Saved entries
# # # # # # #
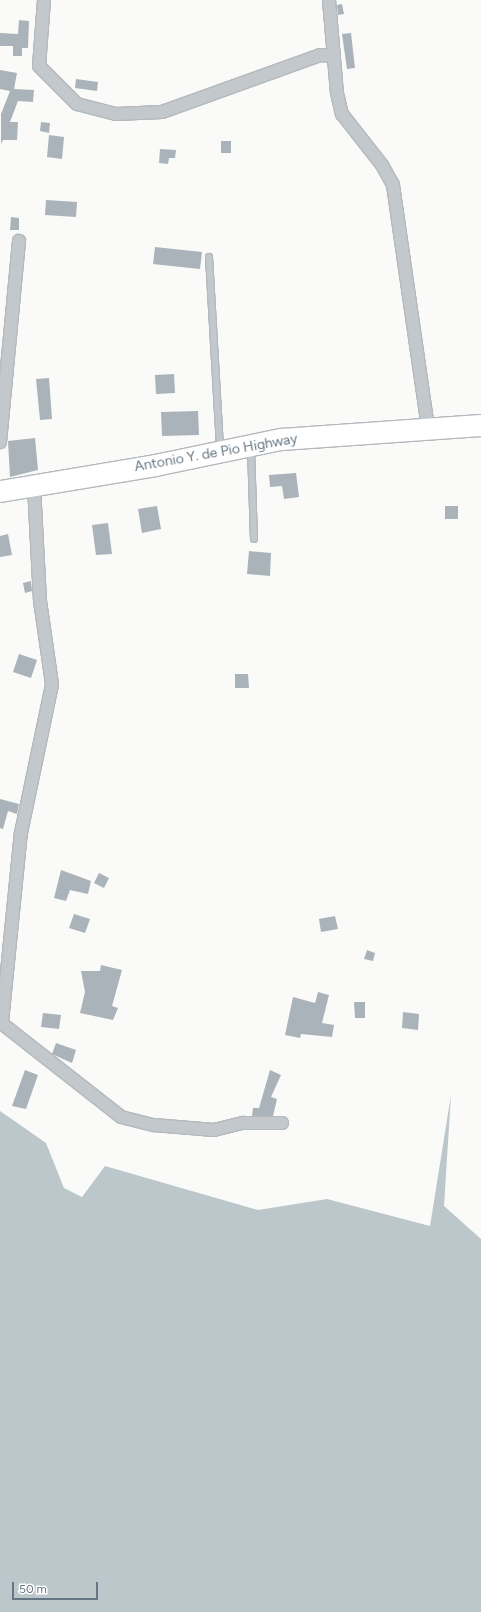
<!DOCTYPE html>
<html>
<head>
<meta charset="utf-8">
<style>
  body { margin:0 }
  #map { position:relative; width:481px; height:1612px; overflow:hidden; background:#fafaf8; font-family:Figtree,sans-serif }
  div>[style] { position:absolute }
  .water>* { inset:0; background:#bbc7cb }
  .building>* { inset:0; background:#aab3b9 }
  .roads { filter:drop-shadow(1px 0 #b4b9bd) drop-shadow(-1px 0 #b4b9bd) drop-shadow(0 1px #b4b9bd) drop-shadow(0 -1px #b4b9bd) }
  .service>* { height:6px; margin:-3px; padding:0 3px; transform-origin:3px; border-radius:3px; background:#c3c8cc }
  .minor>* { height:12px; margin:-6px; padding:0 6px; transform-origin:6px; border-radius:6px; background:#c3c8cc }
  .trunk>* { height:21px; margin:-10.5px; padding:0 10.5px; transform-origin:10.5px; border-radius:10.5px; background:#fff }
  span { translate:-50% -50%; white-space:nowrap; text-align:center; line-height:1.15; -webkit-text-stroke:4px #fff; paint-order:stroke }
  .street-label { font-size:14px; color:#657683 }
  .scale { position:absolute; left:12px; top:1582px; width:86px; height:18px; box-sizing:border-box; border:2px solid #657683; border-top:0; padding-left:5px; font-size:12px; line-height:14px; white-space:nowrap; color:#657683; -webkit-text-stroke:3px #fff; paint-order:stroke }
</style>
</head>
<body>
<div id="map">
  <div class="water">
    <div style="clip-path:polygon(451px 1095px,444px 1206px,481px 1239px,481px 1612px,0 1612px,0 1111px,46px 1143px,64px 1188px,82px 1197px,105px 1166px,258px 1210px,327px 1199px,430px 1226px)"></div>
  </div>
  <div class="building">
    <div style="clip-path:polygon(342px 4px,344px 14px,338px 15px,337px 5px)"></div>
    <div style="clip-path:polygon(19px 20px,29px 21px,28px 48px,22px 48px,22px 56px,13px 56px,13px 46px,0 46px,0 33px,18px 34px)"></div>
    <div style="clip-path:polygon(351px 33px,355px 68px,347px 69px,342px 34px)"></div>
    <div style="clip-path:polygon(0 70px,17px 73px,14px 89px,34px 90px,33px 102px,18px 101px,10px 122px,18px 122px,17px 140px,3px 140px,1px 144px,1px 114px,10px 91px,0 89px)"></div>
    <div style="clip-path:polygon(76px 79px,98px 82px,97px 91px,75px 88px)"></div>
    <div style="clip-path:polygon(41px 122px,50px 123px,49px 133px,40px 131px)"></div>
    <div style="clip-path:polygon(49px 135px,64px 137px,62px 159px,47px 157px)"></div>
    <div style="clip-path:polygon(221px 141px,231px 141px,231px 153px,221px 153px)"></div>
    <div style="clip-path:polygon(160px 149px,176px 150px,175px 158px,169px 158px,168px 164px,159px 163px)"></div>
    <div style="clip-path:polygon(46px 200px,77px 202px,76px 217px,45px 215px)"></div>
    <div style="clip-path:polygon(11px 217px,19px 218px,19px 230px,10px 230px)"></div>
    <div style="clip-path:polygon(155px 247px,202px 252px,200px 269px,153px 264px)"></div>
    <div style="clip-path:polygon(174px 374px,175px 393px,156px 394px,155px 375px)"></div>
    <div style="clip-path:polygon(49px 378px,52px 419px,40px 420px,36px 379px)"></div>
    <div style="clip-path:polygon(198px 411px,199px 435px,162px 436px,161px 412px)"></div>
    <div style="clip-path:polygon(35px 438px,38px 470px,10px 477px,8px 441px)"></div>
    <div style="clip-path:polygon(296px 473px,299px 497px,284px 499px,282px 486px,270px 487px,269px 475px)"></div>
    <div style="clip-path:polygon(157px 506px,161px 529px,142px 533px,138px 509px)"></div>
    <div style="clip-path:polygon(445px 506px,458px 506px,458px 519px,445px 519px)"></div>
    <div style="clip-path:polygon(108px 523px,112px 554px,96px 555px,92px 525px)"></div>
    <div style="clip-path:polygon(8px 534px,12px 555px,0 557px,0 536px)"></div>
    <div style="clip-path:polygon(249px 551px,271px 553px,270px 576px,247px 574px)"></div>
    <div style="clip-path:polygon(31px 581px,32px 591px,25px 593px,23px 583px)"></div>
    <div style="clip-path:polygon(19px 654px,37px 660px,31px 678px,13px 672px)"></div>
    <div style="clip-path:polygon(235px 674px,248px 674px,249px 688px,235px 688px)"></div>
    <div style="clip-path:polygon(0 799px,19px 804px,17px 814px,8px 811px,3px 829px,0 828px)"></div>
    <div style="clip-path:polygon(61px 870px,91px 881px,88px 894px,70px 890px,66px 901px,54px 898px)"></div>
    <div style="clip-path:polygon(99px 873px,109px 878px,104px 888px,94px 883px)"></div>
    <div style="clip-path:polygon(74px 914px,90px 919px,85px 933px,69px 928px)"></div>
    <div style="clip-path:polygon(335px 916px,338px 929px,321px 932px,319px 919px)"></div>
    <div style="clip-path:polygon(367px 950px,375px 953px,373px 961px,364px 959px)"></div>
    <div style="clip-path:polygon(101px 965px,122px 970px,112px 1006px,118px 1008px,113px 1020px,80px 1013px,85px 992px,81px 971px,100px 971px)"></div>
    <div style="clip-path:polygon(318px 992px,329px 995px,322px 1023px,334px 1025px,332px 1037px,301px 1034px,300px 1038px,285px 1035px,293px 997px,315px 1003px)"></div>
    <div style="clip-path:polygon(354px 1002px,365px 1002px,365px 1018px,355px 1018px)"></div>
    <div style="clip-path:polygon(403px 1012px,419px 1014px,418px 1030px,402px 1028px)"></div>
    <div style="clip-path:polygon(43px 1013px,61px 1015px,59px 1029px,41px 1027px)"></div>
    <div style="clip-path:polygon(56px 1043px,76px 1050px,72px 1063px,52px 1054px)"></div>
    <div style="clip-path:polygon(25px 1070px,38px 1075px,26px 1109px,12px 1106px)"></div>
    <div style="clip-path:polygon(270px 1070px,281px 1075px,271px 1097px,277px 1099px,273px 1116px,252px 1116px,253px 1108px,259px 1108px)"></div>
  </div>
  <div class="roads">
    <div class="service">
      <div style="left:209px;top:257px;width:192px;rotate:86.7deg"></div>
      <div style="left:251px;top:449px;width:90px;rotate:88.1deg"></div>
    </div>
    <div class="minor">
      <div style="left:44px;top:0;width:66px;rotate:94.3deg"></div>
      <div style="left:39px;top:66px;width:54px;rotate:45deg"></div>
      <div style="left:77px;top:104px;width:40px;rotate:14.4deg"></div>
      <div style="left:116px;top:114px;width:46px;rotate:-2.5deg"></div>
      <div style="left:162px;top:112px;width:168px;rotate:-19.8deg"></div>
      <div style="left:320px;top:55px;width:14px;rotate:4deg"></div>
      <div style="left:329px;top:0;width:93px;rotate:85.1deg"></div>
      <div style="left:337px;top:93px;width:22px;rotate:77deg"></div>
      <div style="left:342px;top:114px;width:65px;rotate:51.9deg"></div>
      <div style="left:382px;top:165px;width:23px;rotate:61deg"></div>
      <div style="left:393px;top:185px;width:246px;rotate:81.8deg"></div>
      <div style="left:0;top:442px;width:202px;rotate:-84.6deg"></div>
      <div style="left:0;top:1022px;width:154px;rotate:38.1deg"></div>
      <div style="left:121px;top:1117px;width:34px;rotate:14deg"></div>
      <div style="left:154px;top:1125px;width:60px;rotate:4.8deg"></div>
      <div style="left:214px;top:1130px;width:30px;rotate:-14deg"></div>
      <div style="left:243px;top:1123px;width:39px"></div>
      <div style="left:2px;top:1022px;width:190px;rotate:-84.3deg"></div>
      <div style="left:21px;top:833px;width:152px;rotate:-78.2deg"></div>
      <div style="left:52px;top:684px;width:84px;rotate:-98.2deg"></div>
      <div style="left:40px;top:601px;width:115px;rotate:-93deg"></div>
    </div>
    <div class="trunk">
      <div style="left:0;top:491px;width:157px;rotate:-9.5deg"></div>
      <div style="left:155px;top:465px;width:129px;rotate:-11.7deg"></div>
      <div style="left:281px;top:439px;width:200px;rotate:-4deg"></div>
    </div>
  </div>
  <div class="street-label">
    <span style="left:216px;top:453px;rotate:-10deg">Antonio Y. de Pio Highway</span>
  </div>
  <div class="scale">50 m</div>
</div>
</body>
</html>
# # # # # # #
▶ [WHAT THE EXERCISE ASKS]:
Only the lines of the data holding the string "service" are wanted; copy each of them.

▶ [RESULT FOR THIS TASK]:
  .service>* { height:6px; margin:-3px; padding:0 3px; transform-origin:3px; border-radius:3px; background:#c3c8cc }
    <div class="service">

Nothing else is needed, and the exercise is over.